--- PROBLEM REQUIREMENTS ---
In the entries below, find each line where the word "Emerald" appears and give only the total count of such lines.

(RECORDS SHOWN begins)

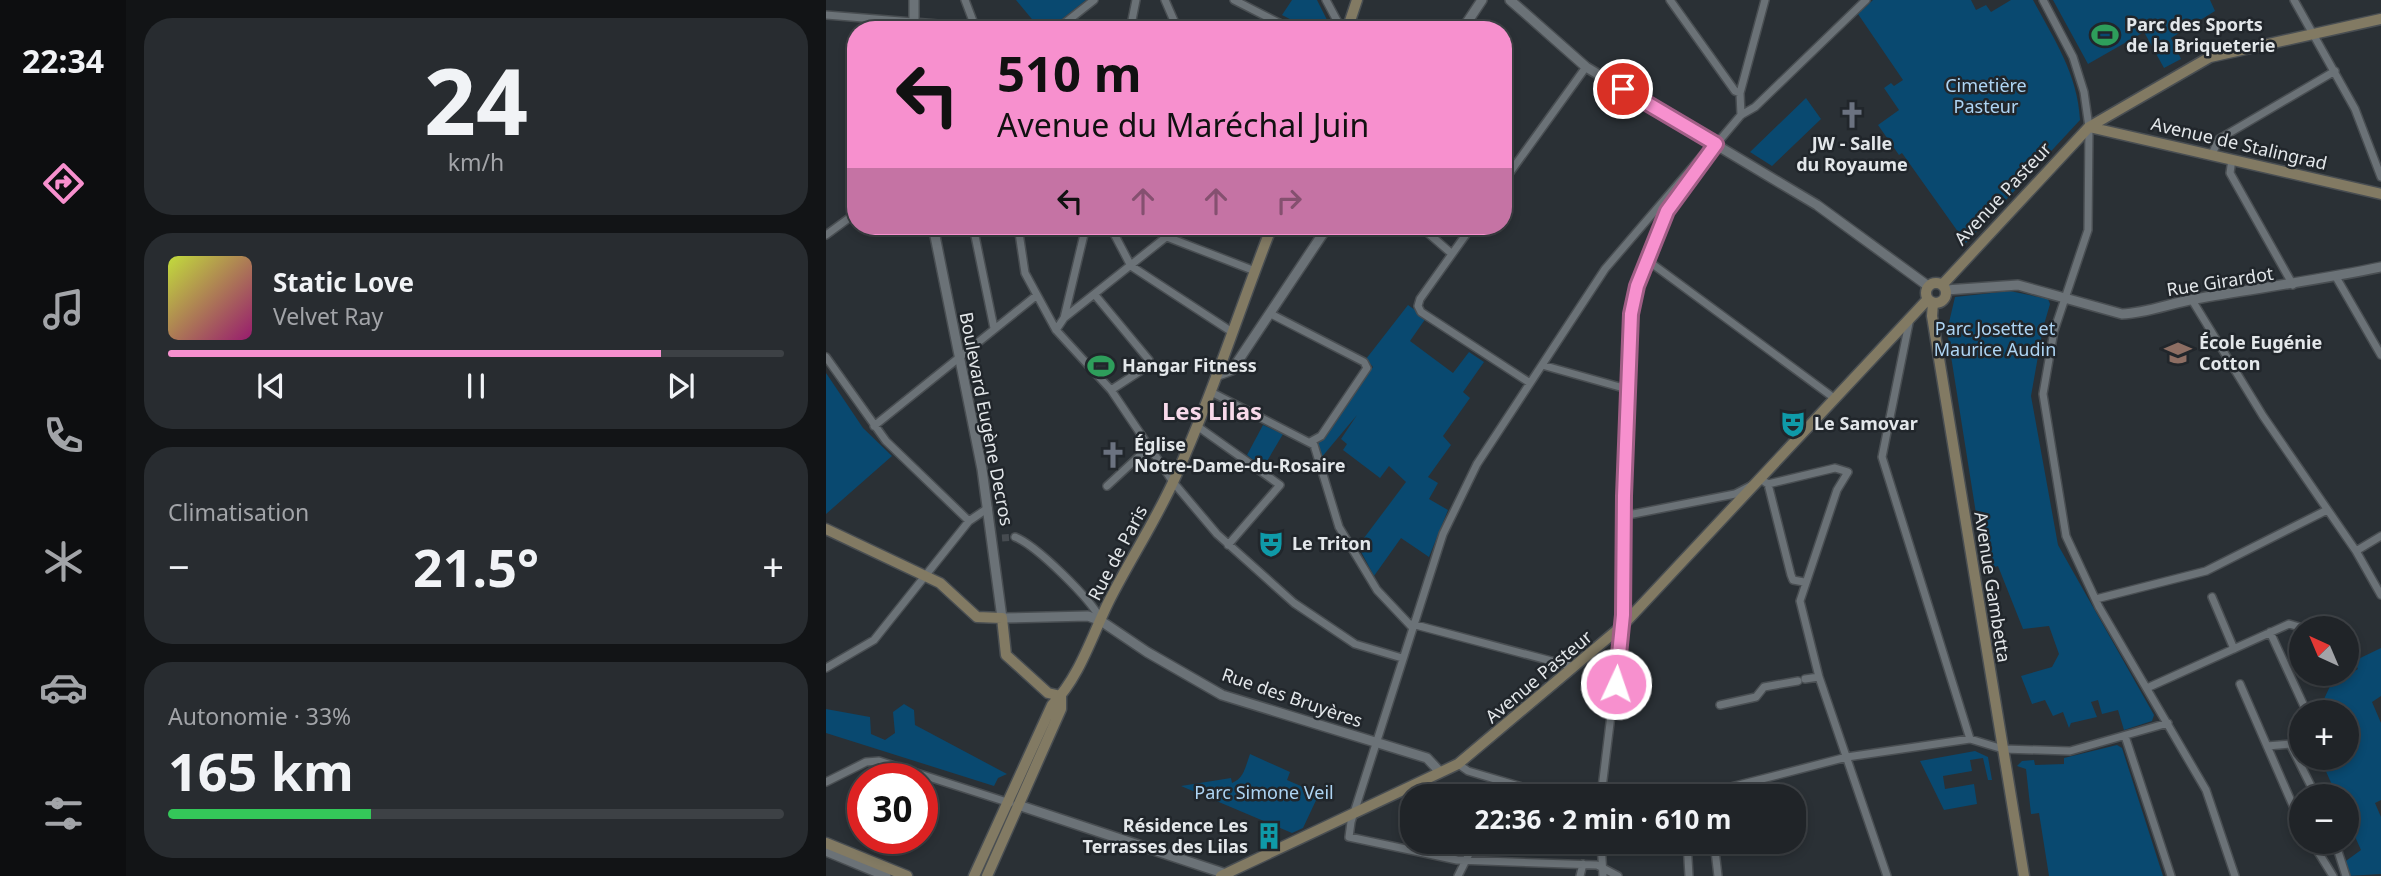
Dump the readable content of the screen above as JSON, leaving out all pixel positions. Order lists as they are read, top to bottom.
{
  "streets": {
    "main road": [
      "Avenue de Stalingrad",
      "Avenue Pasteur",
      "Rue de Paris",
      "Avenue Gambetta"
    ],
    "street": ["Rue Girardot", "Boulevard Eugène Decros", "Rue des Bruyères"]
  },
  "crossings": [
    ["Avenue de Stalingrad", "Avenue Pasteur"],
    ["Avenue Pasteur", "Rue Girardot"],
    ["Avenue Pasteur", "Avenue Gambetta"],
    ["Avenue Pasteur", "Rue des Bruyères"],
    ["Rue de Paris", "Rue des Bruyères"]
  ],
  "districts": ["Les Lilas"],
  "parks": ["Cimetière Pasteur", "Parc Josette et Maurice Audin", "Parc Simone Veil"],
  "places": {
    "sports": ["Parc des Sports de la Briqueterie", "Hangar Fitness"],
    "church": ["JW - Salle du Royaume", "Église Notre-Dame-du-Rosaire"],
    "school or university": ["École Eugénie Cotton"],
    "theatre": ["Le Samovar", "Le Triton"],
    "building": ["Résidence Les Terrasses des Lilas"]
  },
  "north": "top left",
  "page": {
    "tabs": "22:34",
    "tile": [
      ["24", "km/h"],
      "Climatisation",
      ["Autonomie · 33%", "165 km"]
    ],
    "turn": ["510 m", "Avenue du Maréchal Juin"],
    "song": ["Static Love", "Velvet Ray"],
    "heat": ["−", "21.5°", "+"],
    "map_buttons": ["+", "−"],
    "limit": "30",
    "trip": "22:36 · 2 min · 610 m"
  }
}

(RECORDS SHOWN ends)
(RECORDS SHOWN begins)

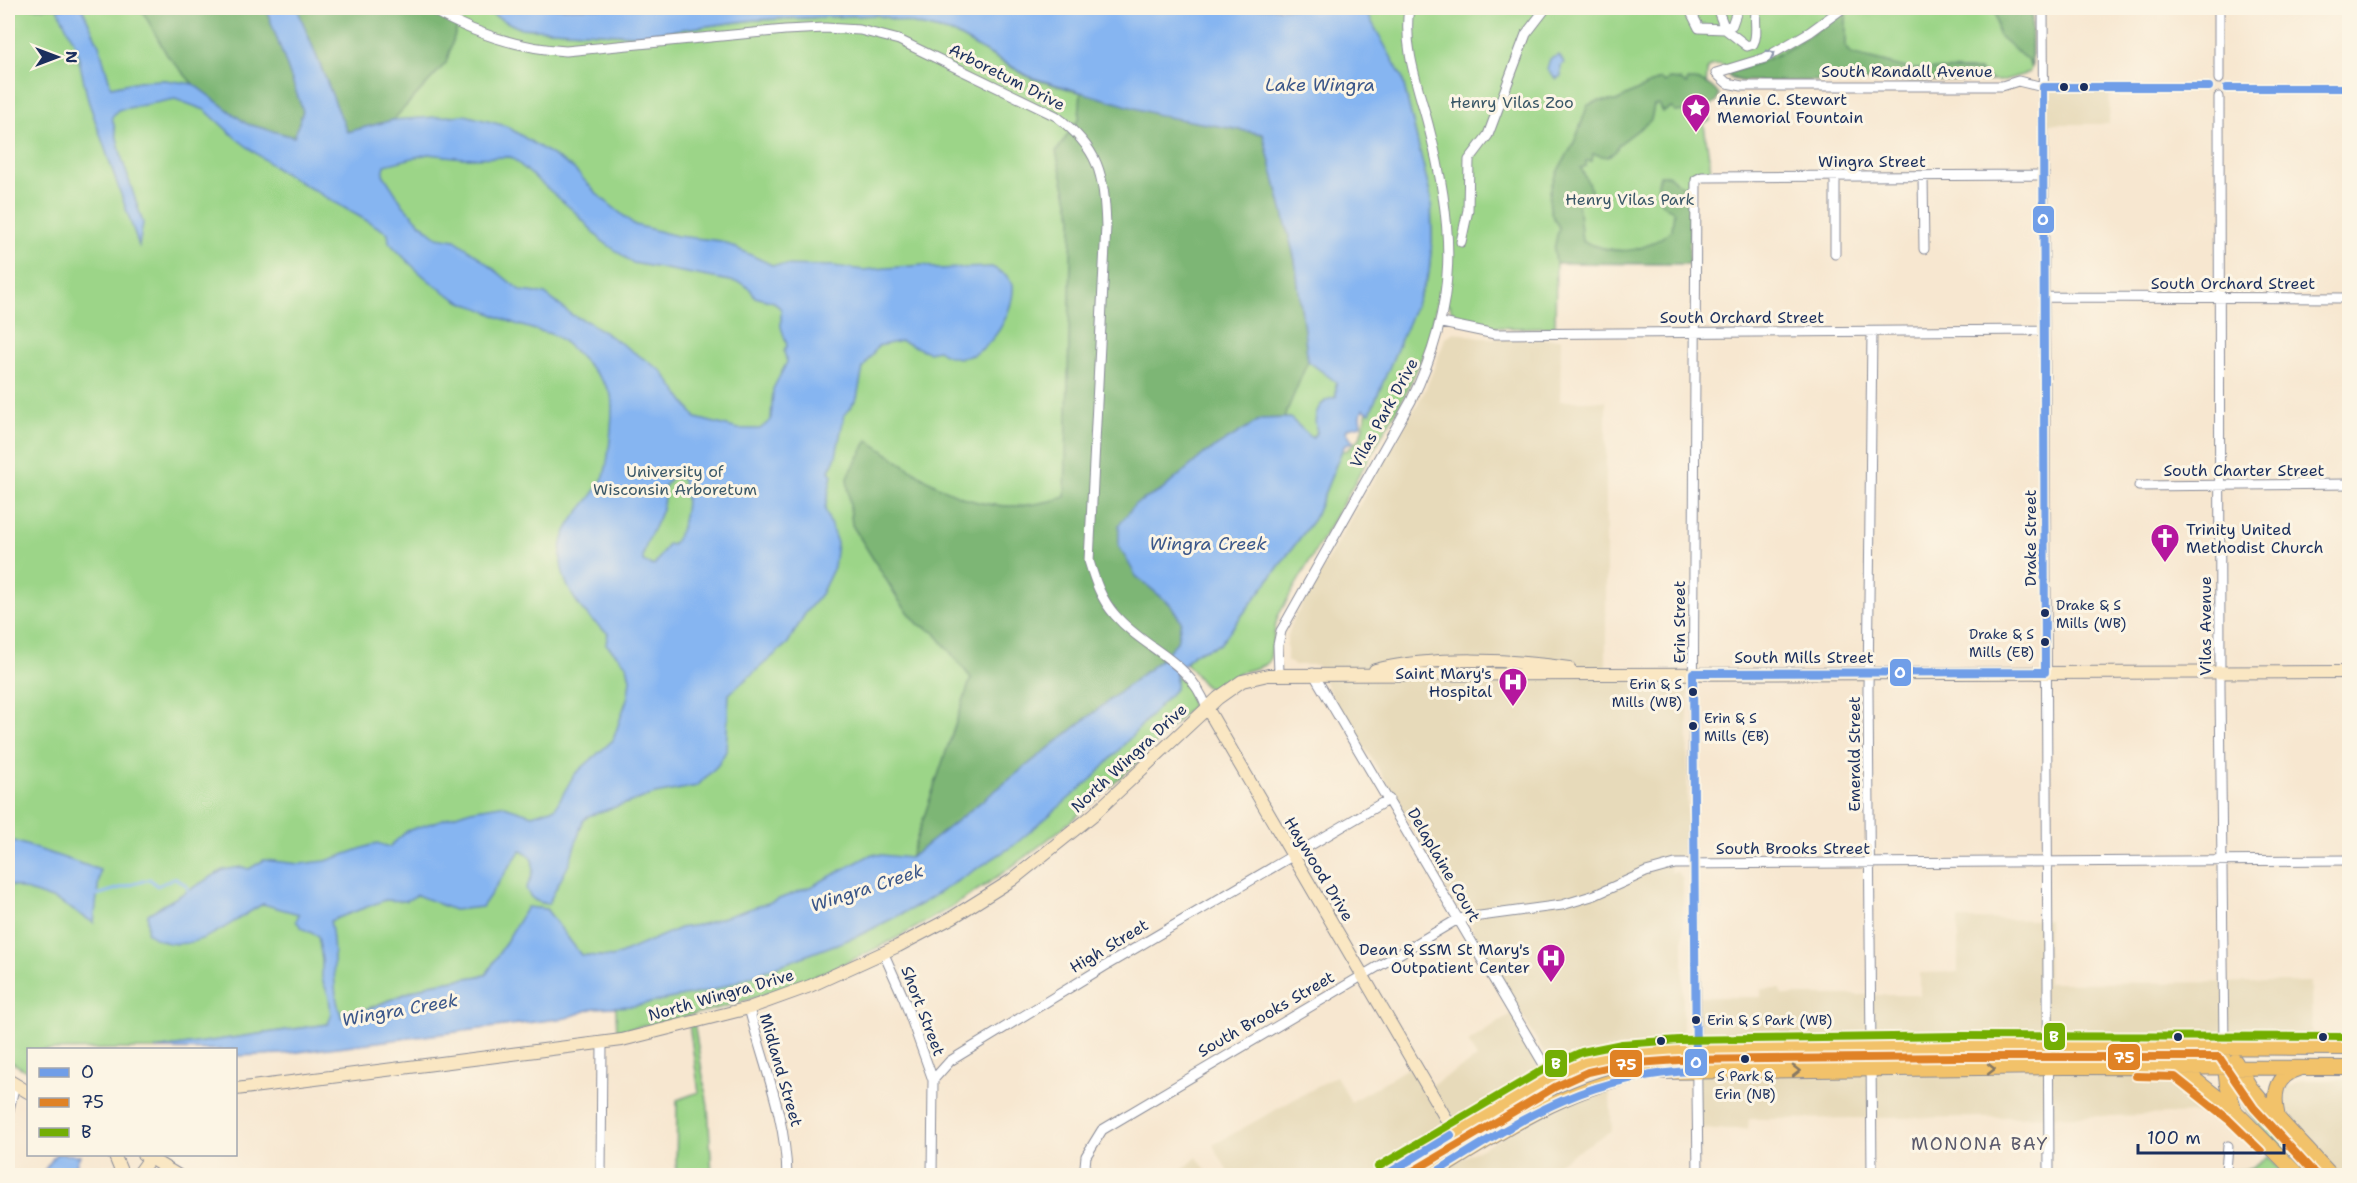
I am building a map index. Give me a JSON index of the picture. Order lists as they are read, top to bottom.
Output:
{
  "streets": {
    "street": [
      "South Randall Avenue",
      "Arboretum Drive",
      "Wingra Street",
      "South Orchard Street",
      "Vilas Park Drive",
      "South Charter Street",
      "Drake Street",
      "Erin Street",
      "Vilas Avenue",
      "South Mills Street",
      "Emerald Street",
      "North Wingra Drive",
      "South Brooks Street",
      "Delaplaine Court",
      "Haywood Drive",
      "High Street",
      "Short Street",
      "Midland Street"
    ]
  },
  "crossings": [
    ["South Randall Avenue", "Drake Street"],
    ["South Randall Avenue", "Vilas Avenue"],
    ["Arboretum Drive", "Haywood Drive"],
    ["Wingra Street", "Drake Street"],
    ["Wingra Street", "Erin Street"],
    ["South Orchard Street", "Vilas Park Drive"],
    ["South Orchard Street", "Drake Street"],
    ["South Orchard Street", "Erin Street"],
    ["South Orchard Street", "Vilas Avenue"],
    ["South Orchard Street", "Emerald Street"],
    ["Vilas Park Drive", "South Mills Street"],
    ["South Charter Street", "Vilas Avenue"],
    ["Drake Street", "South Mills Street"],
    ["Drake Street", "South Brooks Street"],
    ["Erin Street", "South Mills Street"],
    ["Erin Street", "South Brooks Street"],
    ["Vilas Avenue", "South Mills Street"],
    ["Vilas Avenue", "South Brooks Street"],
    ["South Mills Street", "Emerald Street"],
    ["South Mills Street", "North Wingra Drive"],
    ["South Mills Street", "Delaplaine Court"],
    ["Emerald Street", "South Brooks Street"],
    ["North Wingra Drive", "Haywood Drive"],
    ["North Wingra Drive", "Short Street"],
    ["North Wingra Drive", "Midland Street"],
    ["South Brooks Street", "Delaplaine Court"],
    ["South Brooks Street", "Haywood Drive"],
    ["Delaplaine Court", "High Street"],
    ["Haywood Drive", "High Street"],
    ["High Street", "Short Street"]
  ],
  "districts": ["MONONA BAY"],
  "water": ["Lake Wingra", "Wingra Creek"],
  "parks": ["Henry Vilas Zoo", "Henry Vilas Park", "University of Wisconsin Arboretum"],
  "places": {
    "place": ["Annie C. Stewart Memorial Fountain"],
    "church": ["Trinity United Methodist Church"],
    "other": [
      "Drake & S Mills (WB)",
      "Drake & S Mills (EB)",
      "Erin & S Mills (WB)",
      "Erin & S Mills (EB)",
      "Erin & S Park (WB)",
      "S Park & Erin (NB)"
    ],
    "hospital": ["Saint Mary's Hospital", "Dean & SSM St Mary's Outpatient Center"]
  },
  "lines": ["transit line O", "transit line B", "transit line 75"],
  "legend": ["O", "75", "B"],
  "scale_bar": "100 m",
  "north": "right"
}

(RECORDS SHOWN ends)

--- ANSWER TO THE EXERCISE ---
4